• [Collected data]
---

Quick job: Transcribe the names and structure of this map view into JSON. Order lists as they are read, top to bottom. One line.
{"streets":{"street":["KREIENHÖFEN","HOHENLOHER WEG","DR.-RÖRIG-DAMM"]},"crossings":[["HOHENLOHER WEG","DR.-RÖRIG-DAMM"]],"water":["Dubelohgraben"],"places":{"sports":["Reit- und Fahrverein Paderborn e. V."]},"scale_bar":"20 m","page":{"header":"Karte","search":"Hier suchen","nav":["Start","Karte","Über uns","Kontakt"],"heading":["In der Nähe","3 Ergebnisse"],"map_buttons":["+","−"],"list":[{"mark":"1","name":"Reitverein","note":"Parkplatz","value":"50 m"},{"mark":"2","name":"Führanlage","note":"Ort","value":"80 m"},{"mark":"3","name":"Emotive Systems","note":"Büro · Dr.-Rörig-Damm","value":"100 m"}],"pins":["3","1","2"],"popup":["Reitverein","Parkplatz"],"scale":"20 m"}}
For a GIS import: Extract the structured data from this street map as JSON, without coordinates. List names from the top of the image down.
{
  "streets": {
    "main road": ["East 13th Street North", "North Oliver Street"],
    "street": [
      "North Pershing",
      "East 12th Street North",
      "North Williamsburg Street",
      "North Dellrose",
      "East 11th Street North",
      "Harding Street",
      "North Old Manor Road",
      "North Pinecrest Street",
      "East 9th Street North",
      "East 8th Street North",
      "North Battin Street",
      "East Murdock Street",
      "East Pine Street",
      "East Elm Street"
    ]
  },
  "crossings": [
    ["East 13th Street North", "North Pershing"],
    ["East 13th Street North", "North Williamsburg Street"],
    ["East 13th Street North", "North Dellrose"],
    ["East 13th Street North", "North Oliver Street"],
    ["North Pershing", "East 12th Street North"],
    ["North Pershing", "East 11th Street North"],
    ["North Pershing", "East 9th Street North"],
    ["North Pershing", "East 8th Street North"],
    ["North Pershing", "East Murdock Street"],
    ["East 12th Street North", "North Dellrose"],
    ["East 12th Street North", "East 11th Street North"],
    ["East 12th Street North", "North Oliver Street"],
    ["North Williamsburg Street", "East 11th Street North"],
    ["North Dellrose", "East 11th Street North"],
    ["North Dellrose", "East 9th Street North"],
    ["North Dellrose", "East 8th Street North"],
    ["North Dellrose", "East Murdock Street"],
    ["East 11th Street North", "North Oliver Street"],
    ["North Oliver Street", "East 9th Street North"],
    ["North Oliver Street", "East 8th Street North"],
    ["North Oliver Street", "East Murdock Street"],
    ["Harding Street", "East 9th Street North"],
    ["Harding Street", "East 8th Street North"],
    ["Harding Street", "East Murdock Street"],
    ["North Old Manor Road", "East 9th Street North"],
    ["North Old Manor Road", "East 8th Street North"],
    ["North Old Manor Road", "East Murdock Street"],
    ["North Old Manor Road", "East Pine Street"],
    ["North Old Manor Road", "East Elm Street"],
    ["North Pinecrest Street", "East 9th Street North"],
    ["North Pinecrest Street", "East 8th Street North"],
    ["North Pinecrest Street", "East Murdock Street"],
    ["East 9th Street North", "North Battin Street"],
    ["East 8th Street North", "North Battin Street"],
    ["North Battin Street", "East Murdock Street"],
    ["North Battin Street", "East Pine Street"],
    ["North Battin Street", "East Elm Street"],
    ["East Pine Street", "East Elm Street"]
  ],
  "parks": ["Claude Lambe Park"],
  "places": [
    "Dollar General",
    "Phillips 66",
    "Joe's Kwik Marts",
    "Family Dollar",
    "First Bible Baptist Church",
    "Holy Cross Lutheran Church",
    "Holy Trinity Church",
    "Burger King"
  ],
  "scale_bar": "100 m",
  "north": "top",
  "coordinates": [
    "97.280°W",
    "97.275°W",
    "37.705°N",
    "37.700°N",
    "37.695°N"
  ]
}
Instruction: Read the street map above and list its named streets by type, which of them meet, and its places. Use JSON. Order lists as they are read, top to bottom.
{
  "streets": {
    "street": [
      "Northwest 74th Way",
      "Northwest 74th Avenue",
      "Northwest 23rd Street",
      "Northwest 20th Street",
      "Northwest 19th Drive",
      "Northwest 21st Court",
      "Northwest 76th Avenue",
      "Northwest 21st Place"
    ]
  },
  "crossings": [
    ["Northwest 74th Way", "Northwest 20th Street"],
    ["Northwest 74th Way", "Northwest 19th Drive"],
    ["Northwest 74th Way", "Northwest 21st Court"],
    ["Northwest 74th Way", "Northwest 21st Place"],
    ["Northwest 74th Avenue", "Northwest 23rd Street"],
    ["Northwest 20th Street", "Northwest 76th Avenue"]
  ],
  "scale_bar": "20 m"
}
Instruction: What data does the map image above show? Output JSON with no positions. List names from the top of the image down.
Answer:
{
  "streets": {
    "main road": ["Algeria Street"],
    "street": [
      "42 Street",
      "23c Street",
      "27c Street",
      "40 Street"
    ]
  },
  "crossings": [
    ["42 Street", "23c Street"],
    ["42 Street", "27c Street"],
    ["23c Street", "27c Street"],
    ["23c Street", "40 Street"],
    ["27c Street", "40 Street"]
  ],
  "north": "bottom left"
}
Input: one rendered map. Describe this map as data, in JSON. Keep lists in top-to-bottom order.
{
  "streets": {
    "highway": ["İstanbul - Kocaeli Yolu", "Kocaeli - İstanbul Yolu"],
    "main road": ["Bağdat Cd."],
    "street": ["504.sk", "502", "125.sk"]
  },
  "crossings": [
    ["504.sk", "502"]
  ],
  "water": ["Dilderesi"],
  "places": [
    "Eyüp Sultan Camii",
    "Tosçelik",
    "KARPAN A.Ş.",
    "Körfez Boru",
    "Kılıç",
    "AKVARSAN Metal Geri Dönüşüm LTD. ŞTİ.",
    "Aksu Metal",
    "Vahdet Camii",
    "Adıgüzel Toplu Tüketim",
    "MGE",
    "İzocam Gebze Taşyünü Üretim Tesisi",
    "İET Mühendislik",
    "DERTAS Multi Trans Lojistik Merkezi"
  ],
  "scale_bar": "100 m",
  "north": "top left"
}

---

• [Exercise] A faithful retyping of every entry above is the task.

• [Finished task]
Quick job: Transcribe the names and structure of this map view into JSON. Order lists as they are read, top to bottom. One line.
{"streets":{"street":["KREIENHÖFEN","HOHENLOHER WEG","DR.-RÖRIG-DAMM"]},"crossings":[["HOHENLOHER WEG","DR.-RÖRIG-DAMM"]],"water":["Dubelohgraben"],"places":{"sports":["Reit- und Fahrverein Paderborn e. V."]},"scale_bar":"20 m","page":{"header":"Karte","search":"Hier suchen","nav":["Start","Karte","Über uns","Kontakt"],"heading":["In der Nähe","3 Ergebnisse"],"map_buttons":["+","−"],"list":[{"mark":"1","name":"Reitverein","note":"Parkplatz","value":"50 m"},{"mark":"2","name":"Führanlage","note":"Ort","value":"80 m"},{"mark":"3","name":"Emotive Systems","note":"Büro · Dr.-Rörig-Damm","value":"100 m"}],"pins":["3","1","2"],"popup":["Reitverein","Parkplatz"],"scale":"20 m"}}
For a GIS import: Extract the structured data from this street map as JSON, without coordinates. List names from the top of the image down.
{
  "streets": {
    "main road": ["East 13th Street North", "North Oliver Street"],
    "street": [
      "North Pershing",
      "East 12th Street North",
      "North Williamsburg Street",
      "North Dellrose",
      "East 11th Street North",
      "Harding Street",
      "North Old Manor Road",
      "North Pinecrest Street",
      "East 9th Street North",
      "East 8th Street North",
      "North Battin Street",
      "East Murdock Street",
      "East Pine Street",
      "East Elm Street"
    ]
  },
  "crossings": [
    ["East 13th Street North", "North Pershing"],
    ["East 13th Street North", "North Williamsburg Street"],
    ["East 13th Street North", "North Dellrose"],
    ["East 13th Street North", "North Oliver Street"],
    ["North Pershing", "East 12th Street North"],
    ["North Pershing", "East 11th Street North"],
    ["North Pershing", "East 9th Street North"],
    ["North Pershing", "East 8th Street North"],
    ["North Pershing", "East Murdock Street"],
    ["East 12th Street North", "North Dellrose"],
    ["East 12th Street North", "East 11th Street North"],
    ["East 12th Street North", "North Oliver Street"],
    ["North Williamsburg Street", "East 11th Street North"],
    ["North Dellrose", "East 11th Street North"],
    ["North Dellrose", "East 9th Street North"],
    ["North Dellrose", "East 8th Street North"],
    ["North Dellrose", "East Murdock Street"],
    ["East 11th Street North", "North Oliver Street"],
    ["North Oliver Street", "East 9th Street North"],
    ["North Oliver Street", "East 8th Street North"],
    ["North Oliver Street", "East Murdock Street"],
    ["Harding Street", "East 9th Street North"],
    ["Harding Street", "East 8th Street North"],
    ["Harding Street", "East Murdock Street"],
    ["North Old Manor Road", "East 9th Street North"],
    ["North Old Manor Road", "East 8th Street North"],
    ["North Old Manor Road", "East Murdock Street"],
    ["North Old Manor Road", "East Pine Street"],
    ["North Old Manor Road", "East Elm Street"],
    ["North Pinecrest Street", "East 9th Street North"],
    ["North Pinecrest Street", "East 8th Street North"],
    ["North Pinecrest Street", "East Murdock Street"],
    ["East 9th Street North", "North Battin Street"],
    ["East 8th Street North", "North Battin Street"],
    ["North Battin Street", "East Murdock Street"],
    ["North Battin Street", "East Pine Street"],
    ["North Battin Street", "East Elm Street"],
    ["East Pine Street", "East Elm Street"]
  ],
  "parks": ["Claude Lambe Park"],
  "places": [
    "Dollar General",
    "Phillips 66",
    "Joe's Kwik Marts",
    "Family Dollar",
    "First Bible Baptist Church",
    "Holy Cross Lutheran Church",
    "Holy Trinity Church",
    "Burger King"
  ],
  "scale_bar": "100 m",
  "north": "top",
  "coordinates": [
    "97.280°W",
    "97.275°W",
    "37.705°N",
    "37.700°N",
    "37.695°N"
  ]
}
Instruction: Read the street map above and list its named streets by type, which of them meet, and its places. Use JSON. Order lists as they are read, top to bottom.
{
  "streets": {
    "street": [
      "Northwest 74th Way",
      "Northwest 74th Avenue",
      "Northwest 23rd Street",
      "Northwest 20th Street",
      "Northwest 19th Drive",
      "Northwest 21st Court",
      "Northwest 76th Avenue",
      "Northwest 21st Place"
    ]
  },
  "crossings": [
    ["Northwest 74th Way", "Northwest 20th Street"],
    ["Northwest 74th Way", "Northwest 19th Drive"],
    ["Northwest 74th Way", "Northwest 21st Court"],
    ["Northwest 74th Way", "Northwest 21st Place"],
    ["Northwest 74th Avenue", "Northwest 23rd Street"],
    ["Northwest 20th Street", "Northwest 76th Avenue"]
  ],
  "scale_bar": "20 m"
}
Instruction: What data does the map image above show? Output JSON with no positions. List names from the top of the image down.
Answer:
{
  "streets": {
    "main road": ["Algeria Street"],
    "street": [
      "42 Street",
      "23c Street",
      "27c Street",
      "40 Street"
    ]
  },
  "crossings": [
    ["42 Street", "23c Street"],
    ["42 Street", "27c Street"],
    ["23c Street", "27c Street"],
    ["23c Street", "40 Street"],
    ["27c Street", "40 Street"]
  ],
  "north": "bottom left"
}
Input: one rendered map. Describe this map as data, in JSON. Keep lists in top-to-bottom order.
{
  "streets": {
    "highway": ["İstanbul - Kocaeli Yolu", "Kocaeli - İstanbul Yolu"],
    "main road": ["Bağdat Cd."],
    "street": ["504.sk", "502", "125.sk"]
  },
  "crossings": [
    ["504.sk", "502"]
  ],
  "water": ["Dilderesi"],
  "places": [
    "Eyüp Sultan Camii",
    "Tosçelik",
    "KARPAN A.Ş.",
    "Körfez Boru",
    "Kılıç",
    "AKVARSAN Metal Geri Dönüşüm LTD. ŞTİ.",
    "Aksu Metal",
    "Vahdet Camii",
    "Adıgüzel Toplu Tüketim",
    "MGE",
    "İzocam Gebze Taşyünü Üretim Tesisi",
    "İET Mühendislik",
    "DERTAS Multi Trans Lojistik Merkezi"
  ],
  "scale_bar": "100 m",
  "north": "top left"
}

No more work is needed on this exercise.